3.     About that time I was reading a book about writing.  More precisely, I read the introduction.  In the opening pages the author said “You want to be a writer.  Sit down at your typewriter,[7] don’t move, and in 10 years you will be a writer.  I never thought of ‘becoming’ as a process.  I figured great writers were born, not made.   And I didn’t want to put in 10 years only to find out I wasn’t good enough.   That was the moment I was done.  I didn't write another story for 20 years.
So I took the math, science and engineering track in college, which I do not regret.   I love my vocation.  Science is art.  But rehashing that story is, frankly, embarrassing.  It reveals unformed ideas about the world, the workplace, and the arts that set my trajectory.  And it took a couple decades but I grew up.  Unlike the standard story, I didn't grow out of my dreams, I grew into them.  And about 8 years ago, I started again.  Which I’ll take up next time.

Next: Why I started writing again.

This post was written while listening to the Daughter station on Pandora

[1] Which I contend is my last, which means the answer isn’t “well obviously, my next degree,” but no one seems to believe me.  For the record, if I was to do another degree it would either be in economics, neurology, or literature.  And for the record...I am not getting another degree. 
[2] I’m not sure that an English sentence has been spoken that is more pretentious than “Now that I have finished my 4th graduate degree I want to dust off my novels.”
[3] That there was irony
[4] Fantasy.  I was in to Peirs Anthony and Terry Brooks.  So yes…before it was cool.  I'm killing the irony today.
[5] Actually, I got third place, but the first place story (which, embarrassingly, was published) was dq’d for plauguism.  But, I am kind of glad I didn’t win, because my plot was a little too close to the film War Games to stand up under the real scrutiny of publication.  I won a television, which was kind of a big deal.  I remember staying up late and watching the world series on it.
[6] My parents had impressed upon me how impractical my vocational goals were.  I do not remotely hold this against them.  Helping teens, pre-teens, and recent post-teens understand the stochastic nature and probability structure of the market place they are preparing for is part of a parent’s job.  But some  of the stuff I’ve been reading about education in privileged environments – where the fear of failure is the driving motivation stifling risk that generates innovation – hit pretty close to home.  If you think great writers are born not made, you will take every event as a test of the 'am I a writer' hypothesis and a little adversity will return the null hypothesis (as it did with me).  But if you think that writers (or scientists in my parallel life) are made, failure is an opportunity to learn and get better.  To "Fail better."
[7] Yup, it was a long time ago.


Justin Bower said...

I am eagerly looking forward to whatever comes of it.
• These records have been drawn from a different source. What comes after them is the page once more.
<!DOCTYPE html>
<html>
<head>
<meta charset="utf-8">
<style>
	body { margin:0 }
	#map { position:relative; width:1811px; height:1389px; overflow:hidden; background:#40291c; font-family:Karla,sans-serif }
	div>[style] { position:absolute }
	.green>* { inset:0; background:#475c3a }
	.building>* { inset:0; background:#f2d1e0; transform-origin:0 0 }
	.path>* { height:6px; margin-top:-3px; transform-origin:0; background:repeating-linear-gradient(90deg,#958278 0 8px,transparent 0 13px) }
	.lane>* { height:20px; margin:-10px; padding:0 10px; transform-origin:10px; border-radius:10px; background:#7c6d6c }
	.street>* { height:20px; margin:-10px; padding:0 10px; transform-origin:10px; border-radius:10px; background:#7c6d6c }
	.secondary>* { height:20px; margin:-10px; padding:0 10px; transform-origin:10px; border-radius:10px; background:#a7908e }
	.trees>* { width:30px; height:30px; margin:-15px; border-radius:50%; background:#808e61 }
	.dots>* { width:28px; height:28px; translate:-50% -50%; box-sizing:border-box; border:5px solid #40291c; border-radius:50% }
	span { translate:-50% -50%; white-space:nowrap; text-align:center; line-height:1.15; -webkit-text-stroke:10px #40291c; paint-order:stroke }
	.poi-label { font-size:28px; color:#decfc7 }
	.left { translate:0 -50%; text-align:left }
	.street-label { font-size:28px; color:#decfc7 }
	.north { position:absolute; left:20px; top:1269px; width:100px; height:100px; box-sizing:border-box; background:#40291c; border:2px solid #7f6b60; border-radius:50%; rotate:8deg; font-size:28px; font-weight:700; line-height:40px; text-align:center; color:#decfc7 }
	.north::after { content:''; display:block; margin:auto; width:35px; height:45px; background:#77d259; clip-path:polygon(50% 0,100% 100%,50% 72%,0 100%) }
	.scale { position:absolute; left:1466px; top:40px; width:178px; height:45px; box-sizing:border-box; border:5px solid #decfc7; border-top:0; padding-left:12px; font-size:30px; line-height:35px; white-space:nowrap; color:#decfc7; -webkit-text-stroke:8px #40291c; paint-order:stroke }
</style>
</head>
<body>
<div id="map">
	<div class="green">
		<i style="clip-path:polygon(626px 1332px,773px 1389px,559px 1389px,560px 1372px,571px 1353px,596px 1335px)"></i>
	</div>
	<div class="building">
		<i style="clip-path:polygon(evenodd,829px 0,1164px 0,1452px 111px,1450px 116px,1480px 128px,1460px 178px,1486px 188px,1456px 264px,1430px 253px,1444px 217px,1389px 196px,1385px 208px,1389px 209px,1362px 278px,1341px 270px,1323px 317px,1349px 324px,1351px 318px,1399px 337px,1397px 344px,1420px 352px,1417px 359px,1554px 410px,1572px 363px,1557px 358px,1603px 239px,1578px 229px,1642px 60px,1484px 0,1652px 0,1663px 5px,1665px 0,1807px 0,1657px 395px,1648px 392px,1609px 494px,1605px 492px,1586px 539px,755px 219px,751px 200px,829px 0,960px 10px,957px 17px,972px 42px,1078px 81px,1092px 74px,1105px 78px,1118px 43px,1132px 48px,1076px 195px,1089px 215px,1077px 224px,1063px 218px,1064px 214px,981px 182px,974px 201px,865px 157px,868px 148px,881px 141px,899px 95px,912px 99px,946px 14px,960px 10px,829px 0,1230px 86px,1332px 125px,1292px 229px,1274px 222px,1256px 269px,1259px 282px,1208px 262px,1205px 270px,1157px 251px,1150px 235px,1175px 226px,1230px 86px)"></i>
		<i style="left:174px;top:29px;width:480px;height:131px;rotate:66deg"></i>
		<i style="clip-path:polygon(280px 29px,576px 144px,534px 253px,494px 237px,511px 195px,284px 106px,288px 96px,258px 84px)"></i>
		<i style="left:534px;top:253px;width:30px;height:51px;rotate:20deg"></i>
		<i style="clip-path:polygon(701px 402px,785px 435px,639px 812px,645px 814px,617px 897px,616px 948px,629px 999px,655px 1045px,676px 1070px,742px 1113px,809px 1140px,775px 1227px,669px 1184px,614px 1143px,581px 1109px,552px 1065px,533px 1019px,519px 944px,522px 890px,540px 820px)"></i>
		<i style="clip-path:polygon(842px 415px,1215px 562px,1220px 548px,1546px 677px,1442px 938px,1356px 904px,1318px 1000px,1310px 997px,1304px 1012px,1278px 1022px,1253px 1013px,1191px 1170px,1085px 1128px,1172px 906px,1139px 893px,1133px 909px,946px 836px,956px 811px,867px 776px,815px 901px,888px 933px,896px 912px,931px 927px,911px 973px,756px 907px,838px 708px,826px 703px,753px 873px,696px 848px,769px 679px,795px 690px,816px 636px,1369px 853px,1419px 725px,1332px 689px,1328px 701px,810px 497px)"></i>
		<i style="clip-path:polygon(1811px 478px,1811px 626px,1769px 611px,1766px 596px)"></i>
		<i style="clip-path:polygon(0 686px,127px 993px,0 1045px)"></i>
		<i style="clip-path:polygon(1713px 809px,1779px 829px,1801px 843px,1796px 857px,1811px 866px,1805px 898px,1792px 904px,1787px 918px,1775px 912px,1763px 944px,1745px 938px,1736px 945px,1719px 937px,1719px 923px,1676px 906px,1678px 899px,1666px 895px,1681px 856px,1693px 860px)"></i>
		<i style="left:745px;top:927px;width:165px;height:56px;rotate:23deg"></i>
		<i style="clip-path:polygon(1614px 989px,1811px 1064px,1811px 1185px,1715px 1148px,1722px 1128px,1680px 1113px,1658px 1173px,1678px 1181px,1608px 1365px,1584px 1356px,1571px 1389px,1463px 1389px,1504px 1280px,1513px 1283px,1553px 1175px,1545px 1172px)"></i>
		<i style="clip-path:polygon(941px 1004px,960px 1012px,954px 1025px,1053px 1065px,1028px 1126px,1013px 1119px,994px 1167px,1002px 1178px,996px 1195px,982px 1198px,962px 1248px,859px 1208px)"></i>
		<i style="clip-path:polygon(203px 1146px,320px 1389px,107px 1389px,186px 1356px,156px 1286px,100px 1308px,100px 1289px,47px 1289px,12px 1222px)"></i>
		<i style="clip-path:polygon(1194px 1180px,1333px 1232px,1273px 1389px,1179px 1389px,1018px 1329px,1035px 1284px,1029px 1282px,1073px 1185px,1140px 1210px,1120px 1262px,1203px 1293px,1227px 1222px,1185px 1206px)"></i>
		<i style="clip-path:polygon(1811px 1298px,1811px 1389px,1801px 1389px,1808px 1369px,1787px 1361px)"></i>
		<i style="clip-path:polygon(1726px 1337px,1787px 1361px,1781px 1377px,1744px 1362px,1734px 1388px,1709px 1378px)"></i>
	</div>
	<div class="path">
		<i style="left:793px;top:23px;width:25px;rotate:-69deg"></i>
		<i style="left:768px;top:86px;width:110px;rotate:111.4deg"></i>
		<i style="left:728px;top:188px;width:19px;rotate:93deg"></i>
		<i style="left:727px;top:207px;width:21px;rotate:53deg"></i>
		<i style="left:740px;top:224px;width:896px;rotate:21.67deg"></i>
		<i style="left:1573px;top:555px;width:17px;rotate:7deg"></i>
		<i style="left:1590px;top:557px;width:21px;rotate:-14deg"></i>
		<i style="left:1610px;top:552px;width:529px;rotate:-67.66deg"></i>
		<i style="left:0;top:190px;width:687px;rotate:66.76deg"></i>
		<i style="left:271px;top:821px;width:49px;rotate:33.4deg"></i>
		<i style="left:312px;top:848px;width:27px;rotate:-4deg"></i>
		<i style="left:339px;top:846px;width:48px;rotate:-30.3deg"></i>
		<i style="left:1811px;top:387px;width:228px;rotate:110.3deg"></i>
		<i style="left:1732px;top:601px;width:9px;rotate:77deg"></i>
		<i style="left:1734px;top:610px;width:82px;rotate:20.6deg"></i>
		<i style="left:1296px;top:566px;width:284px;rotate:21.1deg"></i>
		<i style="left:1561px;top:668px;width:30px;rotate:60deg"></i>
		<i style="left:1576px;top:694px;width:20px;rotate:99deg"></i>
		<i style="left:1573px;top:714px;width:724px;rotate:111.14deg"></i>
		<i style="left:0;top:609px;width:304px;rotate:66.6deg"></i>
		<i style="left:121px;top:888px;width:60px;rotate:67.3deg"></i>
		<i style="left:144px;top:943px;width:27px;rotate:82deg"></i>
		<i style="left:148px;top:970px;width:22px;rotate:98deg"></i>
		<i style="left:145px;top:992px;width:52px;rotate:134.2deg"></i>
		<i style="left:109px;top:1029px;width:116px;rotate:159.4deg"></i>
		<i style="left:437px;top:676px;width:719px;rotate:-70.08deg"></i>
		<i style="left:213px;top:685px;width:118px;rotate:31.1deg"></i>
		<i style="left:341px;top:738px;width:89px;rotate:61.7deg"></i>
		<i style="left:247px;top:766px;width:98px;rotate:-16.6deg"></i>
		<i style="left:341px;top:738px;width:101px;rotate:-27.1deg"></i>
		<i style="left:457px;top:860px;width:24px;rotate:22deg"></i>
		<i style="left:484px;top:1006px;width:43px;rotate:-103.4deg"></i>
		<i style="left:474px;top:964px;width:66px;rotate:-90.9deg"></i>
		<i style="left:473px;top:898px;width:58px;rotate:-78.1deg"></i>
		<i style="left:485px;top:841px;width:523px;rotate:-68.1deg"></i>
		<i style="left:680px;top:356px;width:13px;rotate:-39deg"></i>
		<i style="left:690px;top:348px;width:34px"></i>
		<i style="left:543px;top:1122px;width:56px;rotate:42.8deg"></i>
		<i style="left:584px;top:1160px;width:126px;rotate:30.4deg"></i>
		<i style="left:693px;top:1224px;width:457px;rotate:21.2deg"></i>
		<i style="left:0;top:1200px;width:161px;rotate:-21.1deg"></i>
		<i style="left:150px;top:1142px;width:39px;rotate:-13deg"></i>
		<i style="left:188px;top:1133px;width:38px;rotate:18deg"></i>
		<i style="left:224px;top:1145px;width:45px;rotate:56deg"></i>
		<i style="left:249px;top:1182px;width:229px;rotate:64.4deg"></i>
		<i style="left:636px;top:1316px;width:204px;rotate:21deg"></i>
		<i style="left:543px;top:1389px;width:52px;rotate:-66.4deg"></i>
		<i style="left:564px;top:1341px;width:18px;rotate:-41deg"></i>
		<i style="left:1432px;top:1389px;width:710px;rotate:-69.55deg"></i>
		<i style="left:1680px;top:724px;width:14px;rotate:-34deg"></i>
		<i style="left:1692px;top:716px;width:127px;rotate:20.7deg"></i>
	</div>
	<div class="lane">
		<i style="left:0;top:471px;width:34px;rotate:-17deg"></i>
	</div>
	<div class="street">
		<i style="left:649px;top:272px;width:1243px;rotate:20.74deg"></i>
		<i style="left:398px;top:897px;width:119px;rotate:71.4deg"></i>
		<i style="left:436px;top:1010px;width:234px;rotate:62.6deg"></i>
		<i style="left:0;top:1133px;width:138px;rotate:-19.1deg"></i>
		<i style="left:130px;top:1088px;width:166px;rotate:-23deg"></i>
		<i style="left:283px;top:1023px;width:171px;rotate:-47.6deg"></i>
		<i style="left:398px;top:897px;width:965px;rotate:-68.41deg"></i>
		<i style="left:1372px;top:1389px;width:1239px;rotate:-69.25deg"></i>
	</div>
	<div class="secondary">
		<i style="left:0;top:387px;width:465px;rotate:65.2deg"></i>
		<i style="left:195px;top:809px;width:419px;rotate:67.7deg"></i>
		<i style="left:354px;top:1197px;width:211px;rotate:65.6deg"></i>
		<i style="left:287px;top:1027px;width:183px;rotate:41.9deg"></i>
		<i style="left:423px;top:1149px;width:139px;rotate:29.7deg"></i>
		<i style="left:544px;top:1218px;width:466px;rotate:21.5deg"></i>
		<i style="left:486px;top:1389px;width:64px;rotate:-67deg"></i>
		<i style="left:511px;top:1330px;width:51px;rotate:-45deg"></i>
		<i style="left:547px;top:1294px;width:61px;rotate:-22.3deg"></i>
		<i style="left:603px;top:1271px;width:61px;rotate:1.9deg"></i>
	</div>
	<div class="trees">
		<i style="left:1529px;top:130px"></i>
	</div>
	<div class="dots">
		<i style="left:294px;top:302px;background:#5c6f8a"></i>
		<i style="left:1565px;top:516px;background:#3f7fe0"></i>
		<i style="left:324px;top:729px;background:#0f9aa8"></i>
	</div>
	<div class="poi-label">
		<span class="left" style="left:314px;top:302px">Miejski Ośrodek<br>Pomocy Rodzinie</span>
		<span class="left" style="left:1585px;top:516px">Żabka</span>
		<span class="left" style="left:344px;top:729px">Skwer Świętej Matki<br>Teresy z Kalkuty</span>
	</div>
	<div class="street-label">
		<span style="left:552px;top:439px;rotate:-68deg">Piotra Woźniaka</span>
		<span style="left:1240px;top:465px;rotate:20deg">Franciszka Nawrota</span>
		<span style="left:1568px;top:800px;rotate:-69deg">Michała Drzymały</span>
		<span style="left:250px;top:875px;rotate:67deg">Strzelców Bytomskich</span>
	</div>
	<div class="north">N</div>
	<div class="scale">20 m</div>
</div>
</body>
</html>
I have always wanted to write something substantial. Like a lot of people, I think the more I read and experience, the more I want to write but at the same time, the more I think I can't possibly compete. Bit of a viscous circle. When I was young and arguably stupider I would write with great confidence, linguistically tromping around like a toddler with a wooden sword for lack of any perspective of others' writing. Now that I am relatively older and at least nominally less stupid, I am better equipped to write, but have a far greater understanding of the excellence other people create, and have far less confidence myself. As an incredibly odd sort of compliment, reading what you write is a great source of the latter for me. At some point, though, I think part of the success behind successful writers is realizing a good portion of the success and drive is wrapped up in the process, not the ranking of the final result.

stanford said...

Hi Justin,

Thanks for your kind words. I agree that it is pretty discouraging when asthetic and self awarness grows faster than ability, making my net assesment of my work deflate even as I improve. Let's call it Zeno's paradox of creativity. And maybe I'll never catch the rabbit. But Zeno was wrong. The reality is improvement.

And I totally agree about intrinsic motivation. I have a whole section about that in the second post.